Metric settings, alerting, notifications and escalations have been enhanced in EM12c to support the demands that are falling heavier on the DBA and the larger support scale of the database environment, (ASM, Exadata, middle-tier systems, etc…) As frustrated as I know some folks became when trouble-shooting alerting issues in previous versions of the Enterprise Manager, it should be acknowledged that EM12c has many new features and a new interface for this important part of the Enterprise Manager.
I know many times, I’m so busy keeping my eye on the ball, that I can miss what’s stealing third base right under my nose. This has always been a challenge for me and from discussion, a number of DBA’s when in the middle of large migrations. I completed a while back, “a low target count, high quantity/complex job” EM12c migration and as such was the case, ended up with a very small issue building into the perfect storm.
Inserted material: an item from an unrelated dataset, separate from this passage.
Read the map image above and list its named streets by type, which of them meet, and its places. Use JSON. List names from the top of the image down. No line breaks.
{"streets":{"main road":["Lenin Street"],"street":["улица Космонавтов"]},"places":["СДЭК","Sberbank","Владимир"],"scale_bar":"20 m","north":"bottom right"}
The migration was multi-step, the first servers and jobs migrating over quite seamlessly and without any issues, even with demanding job run schedules, I was able to migrate everything over and have it up and running without any downtime to the customer. The last move was a RAC cluster with 40+ jobs, including backup and maintenance jobs that all needed to be created manually in the new EM12c, as this was the only supported process for moving the previous EM12c from one server being taken out of service to a new one to replace it. I completed the transition and through the night, the only issue appeared to be a few jobs that had been created with credentials that the DBA team did not possess and required a few simple changes to work-around the issue in the new environment.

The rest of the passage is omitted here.